Network-Based analysis

Metabolites displaying more than 20% of missing values were excluded from the analysis. Imputation of the remaining missing values was conducted using a Bayesian principal component analysis using five components (Stacklies et al., 2007- http://bioconductor.org/packages/release/bioc/html/pcaMethods.html). Metabolic networks (W for wild varieties and D for wild varieties) were re-constructed from metabolite-metabolite Pearson correlation coefficients (r) associated with FDR-adjusted P-values (\(H0:r=0\)), or q-values, using a significance level of 0.05. Density is considered as the number of observed edges divided by the total number of possible edges connecting all nodes, therefore ranging from 0 to 1.

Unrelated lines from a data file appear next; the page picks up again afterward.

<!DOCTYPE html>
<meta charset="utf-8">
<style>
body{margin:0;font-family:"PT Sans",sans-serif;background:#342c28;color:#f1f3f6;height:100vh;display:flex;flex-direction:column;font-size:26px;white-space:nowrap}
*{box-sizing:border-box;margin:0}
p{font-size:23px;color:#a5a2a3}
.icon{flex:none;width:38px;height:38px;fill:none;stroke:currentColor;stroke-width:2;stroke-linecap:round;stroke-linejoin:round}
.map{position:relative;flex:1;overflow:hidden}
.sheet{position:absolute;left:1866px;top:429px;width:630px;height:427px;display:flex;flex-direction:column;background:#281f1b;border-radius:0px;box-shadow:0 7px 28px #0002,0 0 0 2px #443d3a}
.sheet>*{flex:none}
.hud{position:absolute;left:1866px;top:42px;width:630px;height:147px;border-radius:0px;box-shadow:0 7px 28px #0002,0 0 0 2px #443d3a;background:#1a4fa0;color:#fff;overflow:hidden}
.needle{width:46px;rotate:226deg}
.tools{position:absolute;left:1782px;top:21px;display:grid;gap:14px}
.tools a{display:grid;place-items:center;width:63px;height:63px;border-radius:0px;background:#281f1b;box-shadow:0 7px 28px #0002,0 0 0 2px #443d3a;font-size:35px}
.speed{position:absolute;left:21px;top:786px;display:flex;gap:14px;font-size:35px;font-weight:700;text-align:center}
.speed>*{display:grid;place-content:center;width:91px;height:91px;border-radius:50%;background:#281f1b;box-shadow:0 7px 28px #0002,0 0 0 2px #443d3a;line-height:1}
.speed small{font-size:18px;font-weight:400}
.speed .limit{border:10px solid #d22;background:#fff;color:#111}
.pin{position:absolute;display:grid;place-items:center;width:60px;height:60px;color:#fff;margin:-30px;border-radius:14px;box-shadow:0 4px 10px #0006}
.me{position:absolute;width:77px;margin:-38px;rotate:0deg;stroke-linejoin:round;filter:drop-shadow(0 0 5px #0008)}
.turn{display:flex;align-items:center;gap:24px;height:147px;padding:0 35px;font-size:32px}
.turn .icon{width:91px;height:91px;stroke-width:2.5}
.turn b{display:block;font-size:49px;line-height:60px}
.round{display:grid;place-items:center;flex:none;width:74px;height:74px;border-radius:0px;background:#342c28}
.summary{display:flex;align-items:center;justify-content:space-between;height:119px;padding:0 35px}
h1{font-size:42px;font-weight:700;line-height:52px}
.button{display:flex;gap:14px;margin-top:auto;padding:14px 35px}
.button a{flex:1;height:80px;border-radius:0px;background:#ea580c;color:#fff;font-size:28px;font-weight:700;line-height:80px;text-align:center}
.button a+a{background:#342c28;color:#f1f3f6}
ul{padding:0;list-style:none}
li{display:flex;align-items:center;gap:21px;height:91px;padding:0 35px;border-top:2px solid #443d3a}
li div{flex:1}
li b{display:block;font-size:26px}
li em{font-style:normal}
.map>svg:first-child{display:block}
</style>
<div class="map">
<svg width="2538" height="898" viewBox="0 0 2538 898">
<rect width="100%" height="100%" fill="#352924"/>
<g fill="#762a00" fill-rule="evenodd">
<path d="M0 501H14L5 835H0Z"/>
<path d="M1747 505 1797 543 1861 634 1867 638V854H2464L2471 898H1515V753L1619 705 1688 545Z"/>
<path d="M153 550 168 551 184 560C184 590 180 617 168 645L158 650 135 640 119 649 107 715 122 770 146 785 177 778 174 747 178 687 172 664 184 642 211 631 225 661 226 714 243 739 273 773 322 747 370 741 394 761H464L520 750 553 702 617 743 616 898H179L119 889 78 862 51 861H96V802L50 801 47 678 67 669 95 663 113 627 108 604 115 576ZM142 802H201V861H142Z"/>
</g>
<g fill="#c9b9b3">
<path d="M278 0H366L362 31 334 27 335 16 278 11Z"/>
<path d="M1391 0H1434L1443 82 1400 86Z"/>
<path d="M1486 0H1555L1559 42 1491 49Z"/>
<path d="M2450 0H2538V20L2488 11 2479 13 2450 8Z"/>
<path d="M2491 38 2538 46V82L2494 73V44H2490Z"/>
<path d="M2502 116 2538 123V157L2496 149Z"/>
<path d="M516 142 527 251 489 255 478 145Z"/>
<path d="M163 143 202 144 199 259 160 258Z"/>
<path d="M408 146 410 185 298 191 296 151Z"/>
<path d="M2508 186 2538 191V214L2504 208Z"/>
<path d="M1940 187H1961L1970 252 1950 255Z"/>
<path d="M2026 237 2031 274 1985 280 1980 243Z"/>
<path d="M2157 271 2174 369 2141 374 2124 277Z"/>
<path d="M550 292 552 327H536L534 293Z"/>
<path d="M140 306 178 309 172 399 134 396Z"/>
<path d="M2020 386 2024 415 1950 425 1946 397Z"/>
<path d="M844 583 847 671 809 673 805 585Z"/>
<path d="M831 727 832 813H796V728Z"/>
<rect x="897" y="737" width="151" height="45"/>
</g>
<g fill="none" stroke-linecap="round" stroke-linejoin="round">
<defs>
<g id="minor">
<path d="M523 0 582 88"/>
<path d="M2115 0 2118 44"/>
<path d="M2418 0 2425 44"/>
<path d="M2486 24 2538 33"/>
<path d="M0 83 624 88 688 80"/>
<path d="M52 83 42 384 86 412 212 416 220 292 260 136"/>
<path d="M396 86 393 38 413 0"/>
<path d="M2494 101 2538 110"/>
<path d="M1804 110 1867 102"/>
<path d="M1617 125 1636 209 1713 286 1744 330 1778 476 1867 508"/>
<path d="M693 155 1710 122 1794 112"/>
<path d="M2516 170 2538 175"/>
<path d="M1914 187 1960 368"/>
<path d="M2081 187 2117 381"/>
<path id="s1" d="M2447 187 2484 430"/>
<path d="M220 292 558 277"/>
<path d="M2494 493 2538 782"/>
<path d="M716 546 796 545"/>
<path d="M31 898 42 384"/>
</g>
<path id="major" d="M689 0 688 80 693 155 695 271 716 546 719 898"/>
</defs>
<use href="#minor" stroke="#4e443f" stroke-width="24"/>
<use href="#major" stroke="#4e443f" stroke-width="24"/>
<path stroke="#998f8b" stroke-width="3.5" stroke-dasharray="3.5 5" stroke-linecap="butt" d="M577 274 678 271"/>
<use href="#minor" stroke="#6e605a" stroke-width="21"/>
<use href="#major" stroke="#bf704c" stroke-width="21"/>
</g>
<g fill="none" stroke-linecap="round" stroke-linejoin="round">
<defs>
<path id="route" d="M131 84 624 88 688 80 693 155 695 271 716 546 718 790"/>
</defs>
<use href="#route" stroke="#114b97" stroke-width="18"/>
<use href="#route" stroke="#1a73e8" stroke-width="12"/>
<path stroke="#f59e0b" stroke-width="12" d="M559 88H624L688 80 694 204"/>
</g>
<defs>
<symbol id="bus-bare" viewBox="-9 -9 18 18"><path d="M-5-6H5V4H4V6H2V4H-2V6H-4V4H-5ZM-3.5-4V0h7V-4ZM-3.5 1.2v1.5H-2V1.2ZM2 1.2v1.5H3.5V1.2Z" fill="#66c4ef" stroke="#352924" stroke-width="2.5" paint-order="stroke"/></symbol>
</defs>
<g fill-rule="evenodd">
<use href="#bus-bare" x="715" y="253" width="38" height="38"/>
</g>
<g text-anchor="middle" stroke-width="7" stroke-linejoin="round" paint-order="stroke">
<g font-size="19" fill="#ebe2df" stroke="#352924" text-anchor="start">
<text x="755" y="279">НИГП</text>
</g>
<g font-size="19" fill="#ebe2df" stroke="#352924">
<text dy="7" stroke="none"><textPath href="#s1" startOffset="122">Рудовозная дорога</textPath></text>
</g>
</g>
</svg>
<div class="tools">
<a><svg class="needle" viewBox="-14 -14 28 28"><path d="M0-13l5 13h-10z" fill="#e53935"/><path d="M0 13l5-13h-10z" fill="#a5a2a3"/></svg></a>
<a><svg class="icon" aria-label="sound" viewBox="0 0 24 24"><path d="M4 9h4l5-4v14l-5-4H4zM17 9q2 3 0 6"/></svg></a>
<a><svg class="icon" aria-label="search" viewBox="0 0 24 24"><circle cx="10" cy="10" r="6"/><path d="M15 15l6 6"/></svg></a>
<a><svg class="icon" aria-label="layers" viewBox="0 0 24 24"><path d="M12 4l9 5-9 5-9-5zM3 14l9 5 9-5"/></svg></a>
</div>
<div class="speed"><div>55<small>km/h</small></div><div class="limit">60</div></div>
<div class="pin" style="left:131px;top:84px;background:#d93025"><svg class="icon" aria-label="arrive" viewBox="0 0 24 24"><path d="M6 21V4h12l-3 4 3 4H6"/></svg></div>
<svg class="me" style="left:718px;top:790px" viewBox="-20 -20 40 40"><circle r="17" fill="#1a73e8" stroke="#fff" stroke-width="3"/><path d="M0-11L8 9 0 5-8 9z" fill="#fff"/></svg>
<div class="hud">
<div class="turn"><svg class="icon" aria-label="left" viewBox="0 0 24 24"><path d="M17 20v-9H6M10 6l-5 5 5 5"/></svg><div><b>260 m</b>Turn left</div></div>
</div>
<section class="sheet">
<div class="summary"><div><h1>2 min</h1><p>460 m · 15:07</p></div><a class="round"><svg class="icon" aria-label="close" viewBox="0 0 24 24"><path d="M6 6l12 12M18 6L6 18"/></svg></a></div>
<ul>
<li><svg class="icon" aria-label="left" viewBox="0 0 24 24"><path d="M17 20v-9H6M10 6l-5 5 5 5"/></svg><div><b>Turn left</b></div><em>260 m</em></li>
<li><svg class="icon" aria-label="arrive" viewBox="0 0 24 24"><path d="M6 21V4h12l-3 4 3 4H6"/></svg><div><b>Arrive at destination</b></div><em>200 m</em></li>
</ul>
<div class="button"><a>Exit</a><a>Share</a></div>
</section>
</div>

The differential connectivity (DC), based on the resulting metabolic networks, was calculated as:

$$D{C}_{i}={K}_{i}^{D}-{K}_{i}^{W}$$
(5)

for every metabolite i with \({K}_{i}^{D}\) edges in network D and \({K}_{i}^{W}\) edges in network W, with both values normalized for maximum degree in the corresponding networks. Two-tailed Student’s t tests were performed to determine the q-values of the differences in metabolite levels between D and W (\(H0:D=W\)) using a significance level of 0.05. The q-values relative to DC were computed from empirical null distributions of DC after randomly permuting the W and D varieties 1,000 times, after68 and using a significance level of 0.05.